— Work request —
What's needed is a word-for-word retyping of the entries below, pictures omitted.

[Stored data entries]
──────

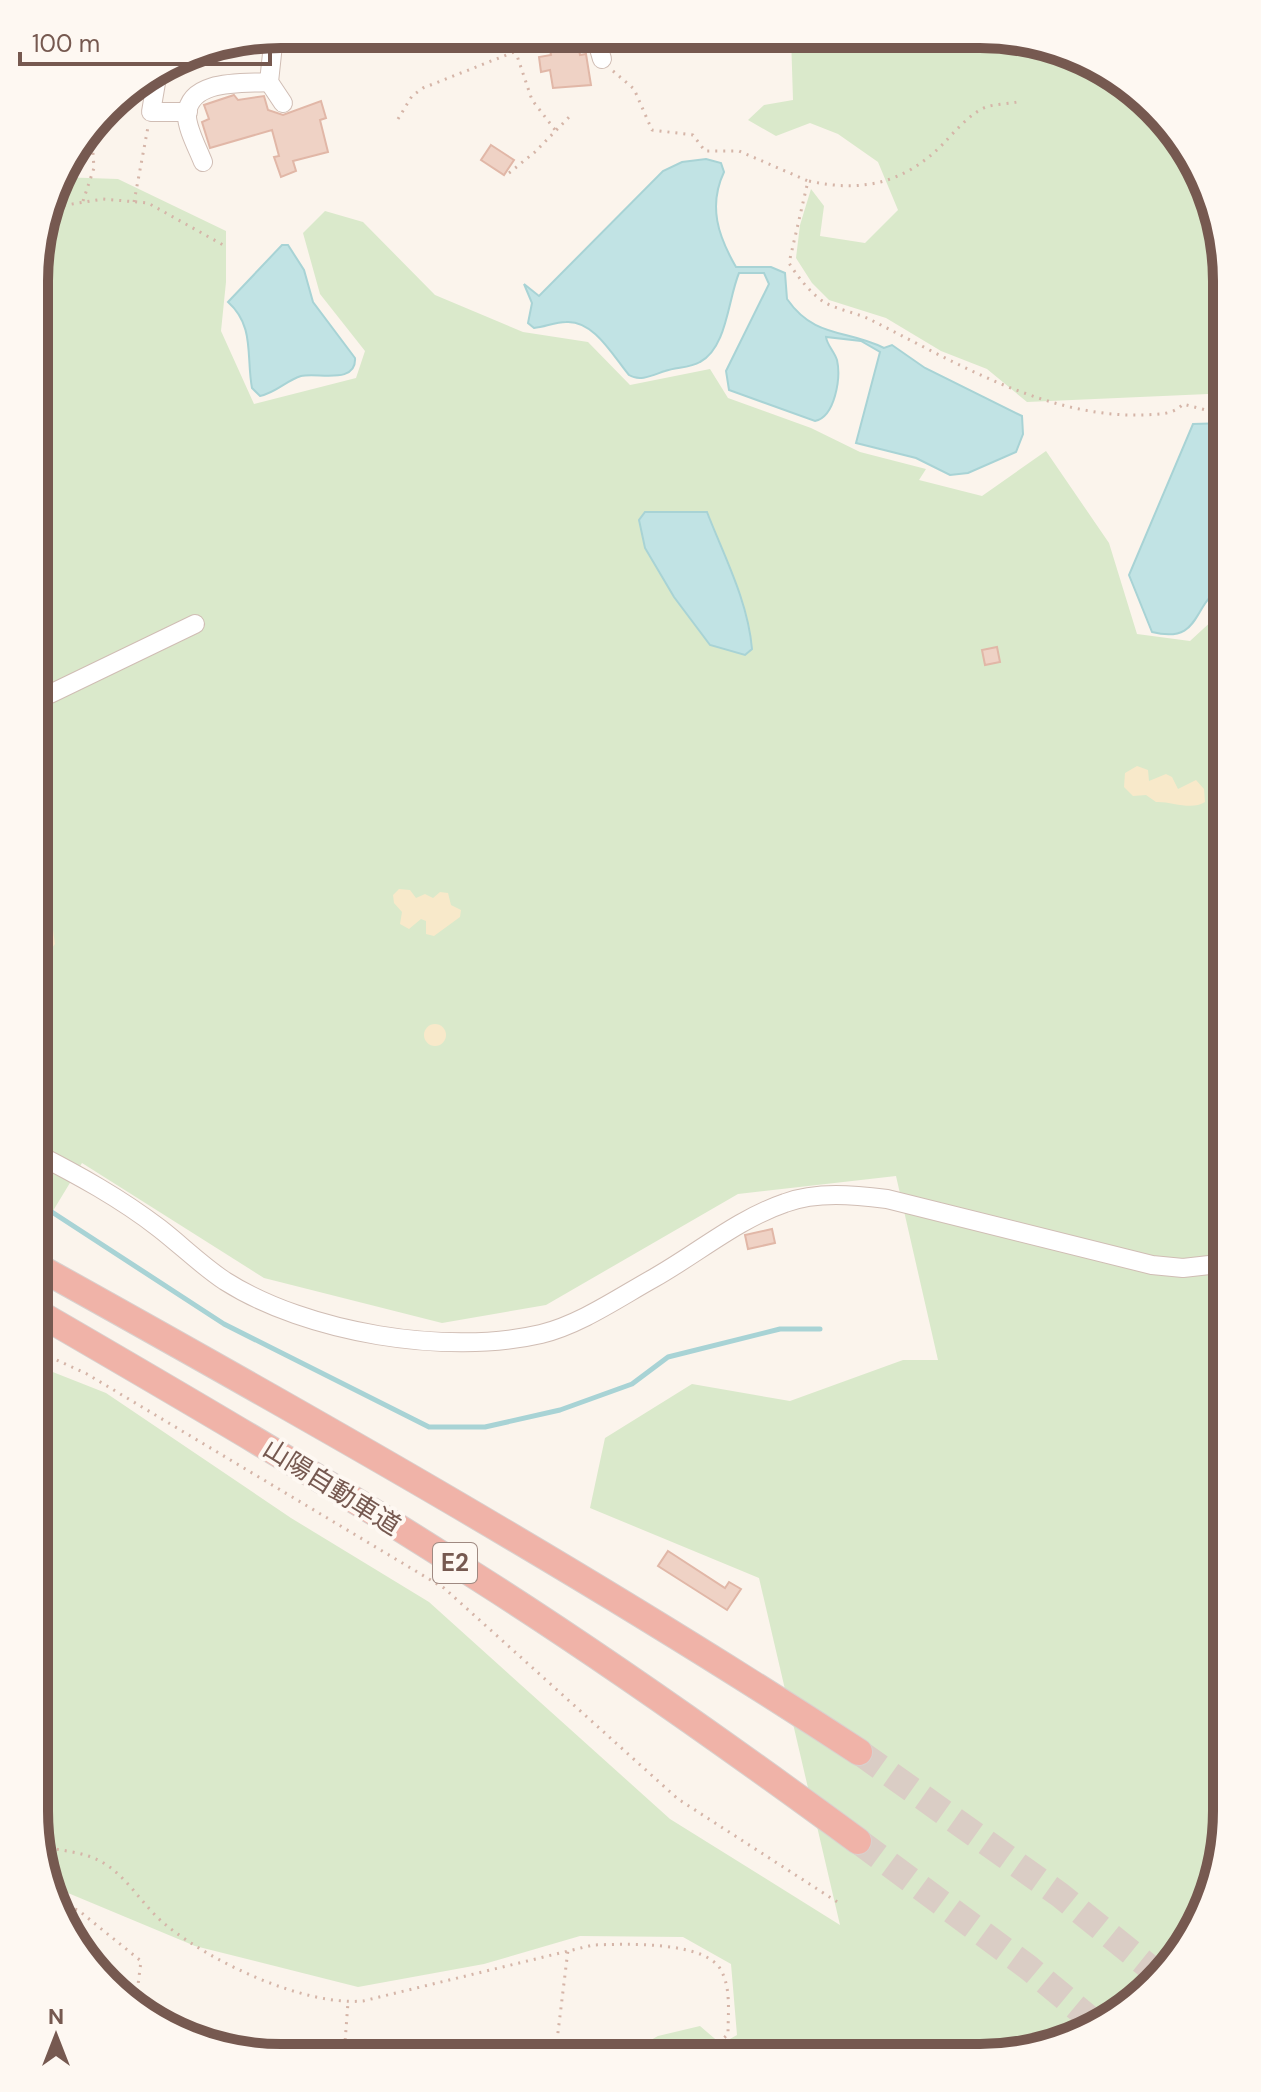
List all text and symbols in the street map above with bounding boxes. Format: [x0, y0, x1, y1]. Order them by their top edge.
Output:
scale bar [20, 16, 270, 66]
text: 100 m [32, 28, 100, 59]
street label: 山陽自動車道 [257, 1431, 407, 1543]
road number: E2 [433, 1543, 477, 1583]
north arrow [16, 1996, 96, 2076]
text: N [48, 2002, 64, 2031]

──────

— Reply to the exercise —
List all text and symbols in the street map above with bounding boxes. Format: [x0, y0, x1, y1]. Order them by their top edge.
Output:
scale bar [20, 16, 270, 66]
text: 100 m [32, 28, 100, 59]
street label: 山陽自動車道 [257, 1431, 407, 1543]
road number: E2 [433, 1543, 477, 1583]
north arrow [16, 1996, 96, 2076]
text: N [48, 2002, 64, 2031]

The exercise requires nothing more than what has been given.